米粉で作る皮に何を巻いたら最も美味しくなるか、試した結果、生ハムとフルーツのコンビに辿り着いた。

「キャビア」に続く、定番の前菜としてコースの冒頭を常に飾る。




イタリアの老舗ベルケル社のスライサーを使うことで極薄を実現。

摩擦熱による劣化のない状態で生ハムを切り出す。


素材の旨みを全て含んだパスタに、レベルの違いを実感
「松茸パスタ」


濃厚クリームソースなど、松茸にふさわしいパスタを吟味したが、郷愁をそそるすき焼き味が一番と判断。

その旨みと香りを存分に麺に吸わせることで最高に美味しくなった。




目白の自家製パスタ専門店『PASTIFICIO DEL GATTO』の生パスタを使用。

フェットチーネのもちもち食感がクセになる。


蓋を開けた瞬間の松茸香が、今宵の酔いを加速させる
「茶碗蒸し」


具は松茸のみの贅沢さ。シャモの出汁を使い、上にかかる銀餡にも松茸がたっぷり。

こちらは鰹だしがベースで、どこを食べても芳醇な香りが鼻に抜ける。




松茸は、知る人ぞ知る東川口『樋山』から仕入れ。

国産というだけで貴重だが、鮮度も徹底的に管理。鮮烈な香りを楽しめる。


強烈に松茸が香るコロッケの破壊力に高揚する
「コロッケ&フライ」


フライは、あえてウスターソースで食べるスタイル。
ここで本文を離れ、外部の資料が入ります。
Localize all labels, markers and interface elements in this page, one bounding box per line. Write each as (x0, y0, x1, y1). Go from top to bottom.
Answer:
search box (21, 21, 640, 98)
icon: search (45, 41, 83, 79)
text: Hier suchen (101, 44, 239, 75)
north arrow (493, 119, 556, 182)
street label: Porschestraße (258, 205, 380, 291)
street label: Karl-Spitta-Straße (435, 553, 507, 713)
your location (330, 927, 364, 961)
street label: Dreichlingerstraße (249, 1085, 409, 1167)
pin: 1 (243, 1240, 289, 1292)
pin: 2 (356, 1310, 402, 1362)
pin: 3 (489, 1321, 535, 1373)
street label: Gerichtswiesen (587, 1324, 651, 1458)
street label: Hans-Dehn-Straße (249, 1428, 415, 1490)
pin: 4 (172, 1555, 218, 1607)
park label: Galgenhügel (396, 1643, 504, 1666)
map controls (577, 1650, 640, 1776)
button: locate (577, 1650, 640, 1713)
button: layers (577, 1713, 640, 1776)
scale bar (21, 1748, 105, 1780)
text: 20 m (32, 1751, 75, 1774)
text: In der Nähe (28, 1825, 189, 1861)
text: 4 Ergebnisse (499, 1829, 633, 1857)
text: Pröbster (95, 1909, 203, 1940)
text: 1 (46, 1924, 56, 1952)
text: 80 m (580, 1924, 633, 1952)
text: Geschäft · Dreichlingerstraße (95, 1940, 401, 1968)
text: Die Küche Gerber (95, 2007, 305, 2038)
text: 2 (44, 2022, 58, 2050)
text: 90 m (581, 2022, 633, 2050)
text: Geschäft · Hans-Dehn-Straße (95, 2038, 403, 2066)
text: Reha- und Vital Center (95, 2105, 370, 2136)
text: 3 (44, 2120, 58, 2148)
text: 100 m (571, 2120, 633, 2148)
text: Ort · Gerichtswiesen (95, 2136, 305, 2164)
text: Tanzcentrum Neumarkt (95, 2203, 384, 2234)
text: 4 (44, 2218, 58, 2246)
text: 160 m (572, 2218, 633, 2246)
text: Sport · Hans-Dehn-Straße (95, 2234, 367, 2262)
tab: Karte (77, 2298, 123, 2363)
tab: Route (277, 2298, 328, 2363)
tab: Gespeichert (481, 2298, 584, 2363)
かぶりつけば香り豊かなスープがジュワッとあふれ出す。

松茸はコロッケにもたっぷり使われており、反則的な旨さ。




タネに松茸と同量のジャガイモが使われているが、これは北海道の雪の下で2年間、熟成させた特別なメークイン。


最高級の松阪牛をあえてハンバーグに仕上げる贅沢さ
「特産松阪牛&寿卵」


「きのこハンバーグのきのこが全部松茸のイメージ(笑)」。

松阪牛全体のわずか3%という「特産」のみでタネを作り、135℃のオーブンで3時間弱も火を入れた玉ねぎを添えた。




渡部さんが、その美味しさに感激した秩父の「彩美卵 寿」を使用。

黄身を崩し、つくねのように食べるのがオススメ。


5万オーバーのコースの〆は極上の一杯
「らーめん」


「らーめん」。

スープは「青森シャモロック ザ・プレミアム#6」から丁寧に取った、いわゆる無化調。

麺は、妻・宏美さんの実家『山口や製麺所』が希少な国産小麦「ゆめちから」で打つ。トッピングは、松茸と京鴨の雲呑。



11月からは白トリュフ。「中途半端はよくない」と香りに酔うほど集め、茶碗蒸しもラーメンもトリュフ三昧。

パスタはリゾットに替え、スライスをたっぷり。料理によっては大胆にも厚切りにして、1人前で約1個(!)を使い切る。

「白トリュフってあん肝と合うんです」と、笑顔で料理を説明する渡部さん。その旺盛なサービス精神が、ゲストとの一体感を盛り立てる。

この体験こそ、唯一無二。旬の“切り札”として今こそ繰り出したい。




厨房に立つのは、渡部敏毅さんとシェフの宏美さん。

彼女は元ラーメン職人で、自身の店をビブグルマンに育て上げた経歴の持ち主。



東京の人気エリアでの鉄板デートもいいけれど、大人なら知る人ぞ知る穴場なレストランへエスコートしたい。

そんな夜は、「神宮前で、こんなに驚きの名店が…!」という感動を共有してみては?